Respiratory infections

Acute tonsillopharyngitis Laryngitis Epiglottitis (1) Epiglottitis (2) Acute tracheobronchitis Exacerbation of chronic bronchitis Exacerbation of
chronic bronchiectasis
Cystic Fibrosis (CF) Acquired Pneumonia Nosocomial pneumonia (1) Nosocomial pneumonia (2) Nosocomial pneumonia (3) Lung Pleural empyema Proteus Mirabilis

Epiglottitis

Case report:

The emergency doctor is brought in early in the morning for a two-year-old girl from her parents in the house after the young daughter has suddenly developed a high level of inspiratory stridor within a few hours under an existing for a few days of infection of the upper airways, which to a significant cyanosis, tachycardia and massive unrest had resulted in the young patient. The physical examination no evidence of acute tonsillopharyngitis or an obstruction of the lower respiratory tract, so that the emergency caused an immediate hospitalization accompanied by a doctor.

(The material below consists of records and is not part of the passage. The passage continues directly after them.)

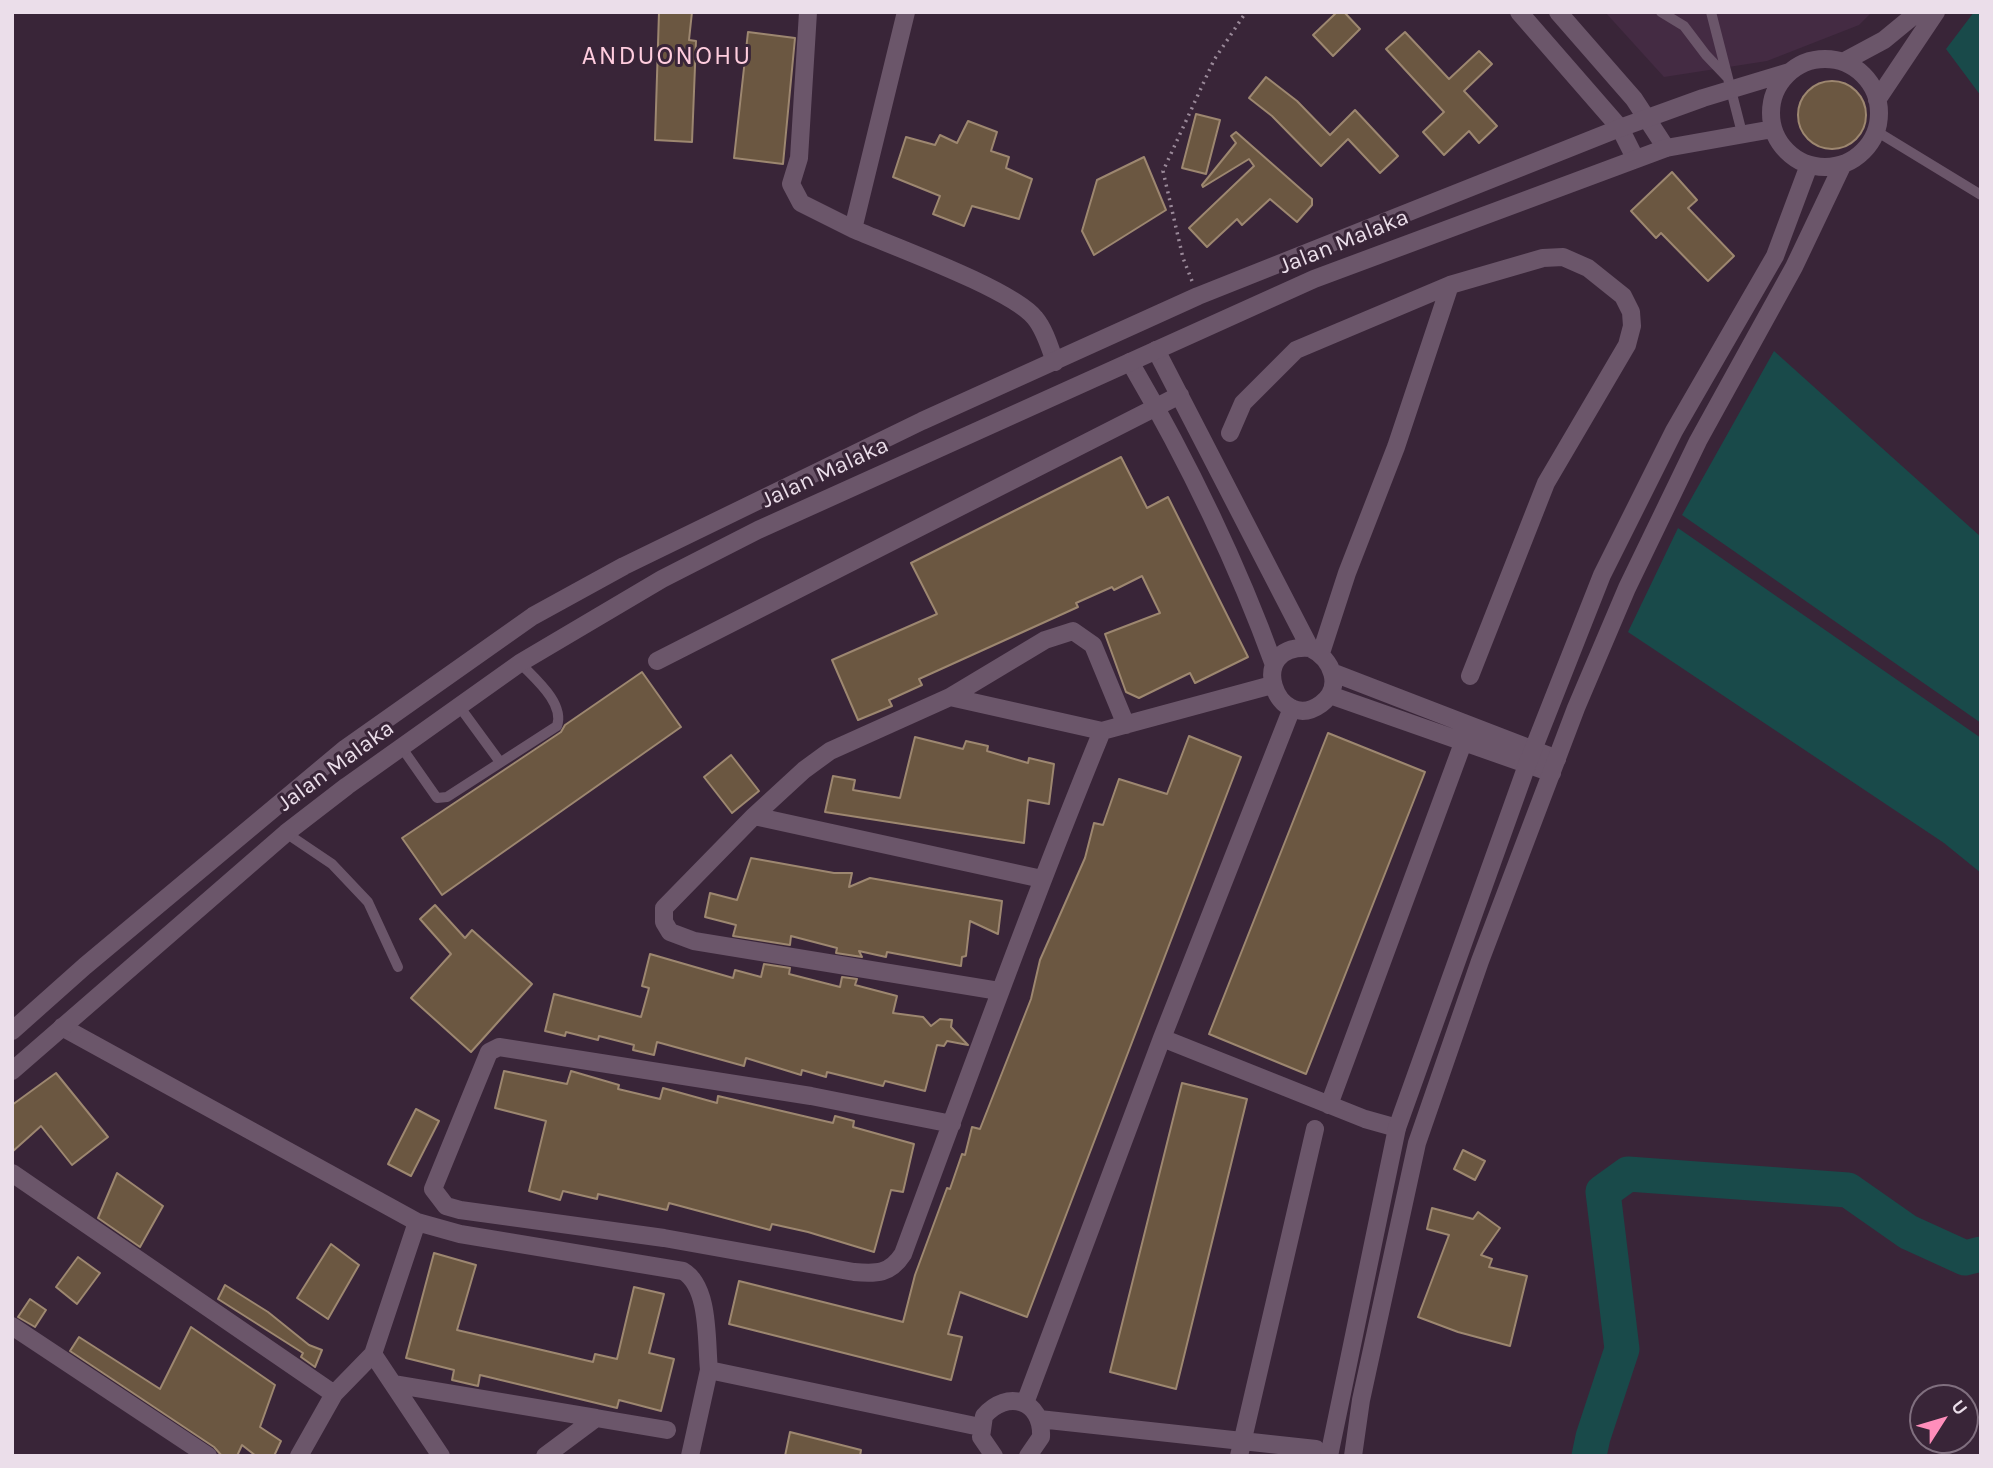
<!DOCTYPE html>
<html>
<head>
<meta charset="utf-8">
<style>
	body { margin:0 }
	#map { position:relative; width:1993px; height:1468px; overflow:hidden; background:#392538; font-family:Karla,sans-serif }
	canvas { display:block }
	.frame { position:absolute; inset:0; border:14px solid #ebdeea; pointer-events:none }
	.north { position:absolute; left:1909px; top:1384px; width:70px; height:70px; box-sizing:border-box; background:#392538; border:2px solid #806f7f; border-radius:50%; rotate:53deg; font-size:19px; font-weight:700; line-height:28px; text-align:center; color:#ebdeea }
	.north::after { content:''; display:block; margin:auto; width:24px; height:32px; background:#ff8ebb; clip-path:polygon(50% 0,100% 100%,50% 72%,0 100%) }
</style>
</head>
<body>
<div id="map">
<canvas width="1993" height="1468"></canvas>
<div class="frame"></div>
<div class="north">U</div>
</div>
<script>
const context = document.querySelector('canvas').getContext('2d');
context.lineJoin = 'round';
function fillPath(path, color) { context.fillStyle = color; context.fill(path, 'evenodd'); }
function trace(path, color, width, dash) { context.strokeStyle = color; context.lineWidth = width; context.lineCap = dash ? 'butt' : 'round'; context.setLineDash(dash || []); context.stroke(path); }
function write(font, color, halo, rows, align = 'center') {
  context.font = font + ' Karla,sans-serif'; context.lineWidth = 6; context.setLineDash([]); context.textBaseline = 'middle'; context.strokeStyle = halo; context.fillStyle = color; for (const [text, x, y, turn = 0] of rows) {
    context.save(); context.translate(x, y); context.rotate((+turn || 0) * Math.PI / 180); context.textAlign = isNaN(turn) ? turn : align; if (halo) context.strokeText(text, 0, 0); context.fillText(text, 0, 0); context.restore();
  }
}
const built = new Path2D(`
	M1605 12H1872L1859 25 1767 61 1664 77Z`);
const water = new Path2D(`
	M1974 12H1981V96L1946 49Z
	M1774 351 1981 537V723L1682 515Z
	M1678 528 1981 738V873L1944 843 1628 632Z`);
const river = new Path2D(`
	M1589 1456 1593 1437 1622 1349 1603 1192 1628 1174 1848 1190 1908 1232 1965 1258 1981 1254`);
const building = new Path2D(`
	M659 12H692L689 40 696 41 692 142 655 140Z
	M1337 12H1344L1360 29 1333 56 1313 35Z
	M748 32 795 38 783 164 734 158Z
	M1405 32 1449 79 1479 51 1492 64 1464 91 1497 126 1479 143 1469 131 1444 155 1423 132 1444 112 1386 49Z
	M1266 77 1297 101 1330 135 1355 110 1398 156 1380 173 1348 139 1321 166 1272 116 1249 98Z
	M1798 115a34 34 0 1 1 68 0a34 34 0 1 1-68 0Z
	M1196 114 1220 120 1206 174 1182 168Z
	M968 121 997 132 991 151 1009 157 1006 168 1032 179 1019 219 972 206 964 226 933 214 940 196 893 177 906 137 935 145 940 135 957 143Z
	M1236 132 1312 199V205L1297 222 1270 199 1242 225 1237 219 1207 247 1189 228 1254 166 1249 159 1203 187 1202 185 1236 143 1231 136Z
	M1144 157 1166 210 1094 255 1082 231 1097 180Z
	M1672 172 1697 200 1688 208 1734 256 1708 281 1661 233 1656 238 1631 211Z
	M1121 457 1147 508 1168 497 1248 657 1195 683 1190 673 1139 698 1126 692 1105 634 1160 613 1142 576 1114 590 1112 587 1076 603 1078 607 919 679 922 685 889 700 892 706 858 720 832 660 937 614 911 563Z
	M642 672 681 727 442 895 402 838 561 732 565 725Z
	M1328 733 1425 772 1306 1074 1209 1034Z
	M1189 736 1241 757 1027 1317 960 1292 948 1334 962 1337 951 1380 729 1324 739 1281 903 1322 915 1275 947 1188 950 1189 962 1154 965 1155 972 1127 980 1129 1031 999 1040 960 1085 858 1094 823 1103 825 1119 779 1167 794Z
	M915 737 963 749 966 741 988 746 987 751 1028 763 1029 758 1054 764 1049 804 1028 800 1024 843 825 812 833 776 855 780 853 790 900 798Z
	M731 755 759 791 732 813 704 777Z
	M751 858 834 873H852L849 887 870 878 1002 901 998 934 970 921 966 956 962 957 961 966 887 952 886 957 859 951 862 957 836 953 837 948 791 936 790 945 733 936 736 925 705 917 710 893 737 900Z
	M435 905 465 938 472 930 532 984 471 1052 411 998 451 954 420 919Z
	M650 954 733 978 735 970 761 977 764 964 790 968 789 974 840 987 842 977 857 979 855 985 897 996 893 1013 923 1017 931 1026 940 1019 952 1020 951 1027 968 1045 947 1041 944 1046 937 1045 925 1091 885 1081 883 1086 827 1072 826 1077 802 1070 801 1075 746 1058 744 1066 657 1042 654 1055 633 1050 634 1045 599 1036 598 1040 566 1032 565 1036 545 1031 554 994 641 1017 649 988 642 986Z
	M504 1071 567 1084 571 1071 619 1085 618 1089 660 1099 663 1088 717 1103 718 1096 833 1123 835 1116 854 1121 853 1127 914 1144 903 1192 891 1190 874 1252 808 1232 772 1224 770 1230 669 1203 667 1210 598 1194 597 1199 563 1191 560 1200 529 1191 546 1121 495 1108Z
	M56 1073 108 1137 72 1165 41 1126 12 1152V1105Z
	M1182 1083 1247 1099 1176 1389 1110 1372Z
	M416 1109 439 1121 411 1176 388 1164Z
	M1463 1150 1485 1161 1475 1180 1454 1169Z
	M117 1173 163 1206 140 1247 98 1218Z
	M1432 1208 1473 1219 1478 1212 1500 1228 1481 1255 1492 1259 1489 1267 1527 1276 1510 1346 1458 1332 1418 1317 1449 1235 1427 1229Z
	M331 1244 359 1265 328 1319 297 1298Z
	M434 1253 476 1265 457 1330 593 1362 595 1354 617 1359 634 1287 664 1294 649 1353 674 1359 661 1411 619 1400 617 1408 480 1375 478 1386 452 1380 454 1370 406 1358Z
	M78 1257 100 1273 77 1304 56 1287Z
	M225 1285 268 1312 309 1345 322 1350 315 1367 301 1357 303 1353 218 1299Z
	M30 1299 46 1310 35 1327 18 1317Z
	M191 1327 275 1385 260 1427 281 1441 274 1456H256L242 1445 237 1456H222L214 1447 70 1351 79 1337 160 1389Z
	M790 1432 861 1450 860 1456H785Z`);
const path = new Path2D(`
	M1192 281 1183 258 1163 171 1214 60 1246 12`);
const service = new Path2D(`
	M1661 12 1684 26 1706 55 1727 77
	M1711 12 1742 133
	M1876 131 1981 195
	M459 706 500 762
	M402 748 437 798 447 797 557 726C565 703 534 678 520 663
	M286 833 332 864 368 902 398 967`);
const minor = new Path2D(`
	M808 12 799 158 791 184 801 203 853 229
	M906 12 853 229C892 246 1012 289 1035 318 1045 330 1050 348 1055 362
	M1519 12 1620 128 1635 158
	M1558 12 1634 99 1666 148
	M1156 350 1310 648C1332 659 1344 687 1321 704 1277 736 1243 643 1310 648
	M1130 362C1186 458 1236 560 1274 665
	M1230 433 1243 403 1296 350 1450 285 1543 258 1563 257 1588 268 1623 296 1631 312 1632 326 1627 345 1546 483 1470 676
	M1321 653 1347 573 1396 447 1450 285
	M657 661 1180 395
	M1334 673 1557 759
	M1330 695 1552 773
	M950 697 1045 640 1073 631 1093 645 1126 725
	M754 816 804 770 830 751 950 697 1102 731
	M999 991 694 941 670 932 664 922V908L754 816 1042 879
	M62 1027 417 1222 460 1234 683 1271C710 1287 706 1341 709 1370L980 1427
	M1162 1038 1365 1119 1397 1128
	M1329 1105 1463 743
	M952 1124 811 1096 499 1047 489 1052 433 1189 446 1206 460 1210 664 1238 854 1272C877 1274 890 1274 903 1254 968 1079 1031 904 1102 731L1272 685
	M12 1173 334 1394
	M12 1326 208 1456
	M373 1354 441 1456
	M393 1384 596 1418
	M1025 1403 1162 1038 1292 708
	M1039 1419 1316 1449
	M299 1456 334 1394 373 1354 417 1222
	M545 1456 596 1418 667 1430
	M690 1456 709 1370
	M994 1456 981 1437 984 1416C1007 1389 1043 1400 1041 1437L1028 1456
	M1239 1456 1315 1129`);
const tertiary = new Path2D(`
	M1771 113a54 54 0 1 1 108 0a54 54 0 1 1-108 0Z
	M1843 62 1884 40 1918 12
	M1877 100 1936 12
	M12 1031 85 966 346 748 533 616 624 566 922 421 1198 296 1620 128 1703 98 1789 72
	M12 1071 286 833 347 786 520 663 662 579 758 530 1314 279 1666 148 1773 129
	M1329 1456 1397 1128 1527 765 1602 575 1674 431 1775 256 1809 165
	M1353 1456 1361 1400 1417 1143 1480 961 1576 708 1627 588 1698 441 1794 267 1843 164`);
const streetNames = [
	["Jalan Malaka",1344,242,-22],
	["Jalan Malaka",825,473,-25],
	["Jalan Malaka",336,766,-36]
];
const quarterNames = [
	["ANDUONOHU",667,57]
];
fillPath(built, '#442b43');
fillPath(water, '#194a4a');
trace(river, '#194a4a', 35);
fillPath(building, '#6b5741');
trace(building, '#9d8770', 2);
trace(path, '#9a8999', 3.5, [2, 5]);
trace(service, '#6b566a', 10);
trace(minor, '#6b566a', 18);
trace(tertiary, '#6b566a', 18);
write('23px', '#ebdeea', '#392538', streetNames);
context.letterSpacing = '2px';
write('26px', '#ffcdde', '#392538', quarterNames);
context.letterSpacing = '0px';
</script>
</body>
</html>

There the patient in the ICU is sedated, treated with oxygen and immediately receives high doses of steroids and antibiotics i.v.

Diagnosis and Etiology:

The rapid development of this syndrome with the typical inspiratory stridor without coughing indicates an acute epiglottitis. The hospitalization is useful in this acute disease, because in severe cases, intubation or tracheotomy and targeted parenteral antibiotic therapy is necessary. The causative agent of this acute bacterial infection of the image is Haemophilus influenzae.

Therapy:

The sensitivity of Haemophilus influenzae in Germany is still low compared to many antibiotics groups. To a lesser extent (5-8%) make up this exciting beta-lactamases and are therefore in this situation insensitive aminopenicillins as ampicillin (BINOTAL among others) or amoxicillin (Clamoxyl et al). Parenteral treatment with a cephalosporin such cefotiam (SPIZEF), cefuroxime (CEFUROXIME et al) or cefotaxime (Claforan) carried out in a body weight of the child matched dosage - In this life-threatening situation is therefore - in order to exclude any risk. Treatment should be about seven to ten days, which can be converted to oral therapy after the acute symptoms.